> [Prompt]:
After reading the entries below, copy word for word the lines from the first through the line containing "Please mark all", and stop there.

++++++++++

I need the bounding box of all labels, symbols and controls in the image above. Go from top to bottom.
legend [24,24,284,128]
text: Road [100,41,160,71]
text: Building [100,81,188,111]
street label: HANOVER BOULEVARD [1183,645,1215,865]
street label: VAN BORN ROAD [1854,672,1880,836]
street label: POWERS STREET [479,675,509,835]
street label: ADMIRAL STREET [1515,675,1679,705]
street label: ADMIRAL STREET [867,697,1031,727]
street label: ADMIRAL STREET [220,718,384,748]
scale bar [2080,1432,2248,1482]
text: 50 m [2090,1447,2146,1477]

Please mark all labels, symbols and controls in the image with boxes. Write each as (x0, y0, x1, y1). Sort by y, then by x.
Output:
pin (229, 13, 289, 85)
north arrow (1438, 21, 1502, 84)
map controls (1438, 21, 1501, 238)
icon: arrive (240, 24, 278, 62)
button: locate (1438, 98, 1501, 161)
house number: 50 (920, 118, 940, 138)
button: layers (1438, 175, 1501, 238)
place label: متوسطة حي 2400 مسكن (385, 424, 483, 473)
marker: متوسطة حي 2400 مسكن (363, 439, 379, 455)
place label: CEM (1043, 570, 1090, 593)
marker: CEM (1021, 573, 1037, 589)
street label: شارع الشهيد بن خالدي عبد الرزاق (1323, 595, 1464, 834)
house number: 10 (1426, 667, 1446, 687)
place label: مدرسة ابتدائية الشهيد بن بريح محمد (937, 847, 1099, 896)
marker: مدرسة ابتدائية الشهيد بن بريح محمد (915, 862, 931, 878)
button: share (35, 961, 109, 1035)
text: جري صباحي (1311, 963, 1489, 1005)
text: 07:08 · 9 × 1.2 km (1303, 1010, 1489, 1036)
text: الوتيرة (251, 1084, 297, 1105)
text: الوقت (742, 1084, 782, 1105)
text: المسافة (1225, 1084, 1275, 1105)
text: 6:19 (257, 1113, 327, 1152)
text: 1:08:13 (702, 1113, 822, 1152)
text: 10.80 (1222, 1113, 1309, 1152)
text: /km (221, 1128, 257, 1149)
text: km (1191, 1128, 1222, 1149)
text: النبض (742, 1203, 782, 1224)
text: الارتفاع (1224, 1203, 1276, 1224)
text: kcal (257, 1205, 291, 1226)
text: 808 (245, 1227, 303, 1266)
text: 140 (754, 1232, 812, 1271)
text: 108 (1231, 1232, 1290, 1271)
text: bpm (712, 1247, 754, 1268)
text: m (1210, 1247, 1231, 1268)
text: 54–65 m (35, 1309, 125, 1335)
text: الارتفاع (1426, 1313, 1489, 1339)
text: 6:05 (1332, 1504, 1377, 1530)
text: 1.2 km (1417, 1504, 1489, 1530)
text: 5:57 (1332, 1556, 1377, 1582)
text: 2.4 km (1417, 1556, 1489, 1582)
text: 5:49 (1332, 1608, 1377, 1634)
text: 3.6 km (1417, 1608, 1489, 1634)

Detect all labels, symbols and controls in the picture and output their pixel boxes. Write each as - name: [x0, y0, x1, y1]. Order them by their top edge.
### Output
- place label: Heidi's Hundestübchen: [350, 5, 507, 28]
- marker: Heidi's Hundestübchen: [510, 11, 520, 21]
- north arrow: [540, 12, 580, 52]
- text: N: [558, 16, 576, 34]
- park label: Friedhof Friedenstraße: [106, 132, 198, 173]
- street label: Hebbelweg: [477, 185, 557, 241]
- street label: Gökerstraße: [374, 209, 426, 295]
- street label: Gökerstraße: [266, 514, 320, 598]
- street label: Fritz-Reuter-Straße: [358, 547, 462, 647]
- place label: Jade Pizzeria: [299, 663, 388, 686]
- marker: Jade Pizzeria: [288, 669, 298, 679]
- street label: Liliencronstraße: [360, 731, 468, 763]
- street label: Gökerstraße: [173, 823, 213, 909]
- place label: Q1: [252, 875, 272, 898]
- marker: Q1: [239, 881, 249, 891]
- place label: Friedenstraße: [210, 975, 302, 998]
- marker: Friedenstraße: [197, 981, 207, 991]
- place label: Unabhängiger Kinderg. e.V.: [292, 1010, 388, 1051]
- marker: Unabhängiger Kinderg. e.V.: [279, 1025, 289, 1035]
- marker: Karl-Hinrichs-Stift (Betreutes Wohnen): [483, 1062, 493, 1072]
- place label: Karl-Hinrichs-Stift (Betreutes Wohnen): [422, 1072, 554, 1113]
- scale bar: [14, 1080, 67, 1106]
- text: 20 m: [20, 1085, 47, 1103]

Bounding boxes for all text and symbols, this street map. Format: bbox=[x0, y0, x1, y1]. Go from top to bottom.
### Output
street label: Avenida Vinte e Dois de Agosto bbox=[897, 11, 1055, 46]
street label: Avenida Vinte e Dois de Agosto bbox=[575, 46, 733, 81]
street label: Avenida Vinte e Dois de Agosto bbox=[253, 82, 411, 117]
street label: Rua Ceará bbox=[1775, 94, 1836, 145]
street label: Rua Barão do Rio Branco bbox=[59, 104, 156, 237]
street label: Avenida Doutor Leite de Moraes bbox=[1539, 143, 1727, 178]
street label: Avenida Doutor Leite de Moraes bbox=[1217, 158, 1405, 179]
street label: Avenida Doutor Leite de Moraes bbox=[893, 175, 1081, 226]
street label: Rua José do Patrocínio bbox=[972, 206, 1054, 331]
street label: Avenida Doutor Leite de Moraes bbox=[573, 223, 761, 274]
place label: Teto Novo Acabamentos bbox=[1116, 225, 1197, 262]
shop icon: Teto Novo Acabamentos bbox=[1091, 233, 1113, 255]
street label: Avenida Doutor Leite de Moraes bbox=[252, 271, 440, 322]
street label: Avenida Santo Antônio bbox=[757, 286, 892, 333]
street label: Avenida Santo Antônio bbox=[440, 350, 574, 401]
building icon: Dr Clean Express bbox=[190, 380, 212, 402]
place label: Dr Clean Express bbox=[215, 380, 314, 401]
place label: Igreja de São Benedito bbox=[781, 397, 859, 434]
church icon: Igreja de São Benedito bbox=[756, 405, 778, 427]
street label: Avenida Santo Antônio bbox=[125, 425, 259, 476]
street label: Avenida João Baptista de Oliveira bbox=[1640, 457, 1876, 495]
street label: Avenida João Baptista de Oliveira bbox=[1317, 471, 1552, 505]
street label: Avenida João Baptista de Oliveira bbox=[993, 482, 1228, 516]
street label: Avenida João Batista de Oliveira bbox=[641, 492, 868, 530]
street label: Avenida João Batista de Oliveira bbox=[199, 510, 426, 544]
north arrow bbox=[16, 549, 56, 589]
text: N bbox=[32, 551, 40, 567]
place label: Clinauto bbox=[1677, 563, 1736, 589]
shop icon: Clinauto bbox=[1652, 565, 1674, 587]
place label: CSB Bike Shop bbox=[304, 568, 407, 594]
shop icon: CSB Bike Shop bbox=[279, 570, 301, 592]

++++++++++

> [Task output]:
I need the bounding box of all labels, symbols and controls in the image above. Go from top to bottom.
legend [24,24,284,128]
text: Road [100,41,160,71]
text: Building [100,81,188,111]
street label: HANOVER BOULEVARD [1183,645,1215,865]
street label: VAN BORN ROAD [1854,672,1880,836]
street label: POWERS STREET [479,675,509,835]
street label: ADMIRAL STREET [1515,675,1679,705]
street label: ADMIRAL STREET [867,697,1031,727]
street label: ADMIRAL STREET [220,718,384,748]
scale bar [2080,1432,2248,1482]
text: 50 m [2090,1447,2146,1477]

Please mark all labels, symbols and controls in the image with boxes. Write each as (x0, y0, x1, y1). Sort by y, then by x.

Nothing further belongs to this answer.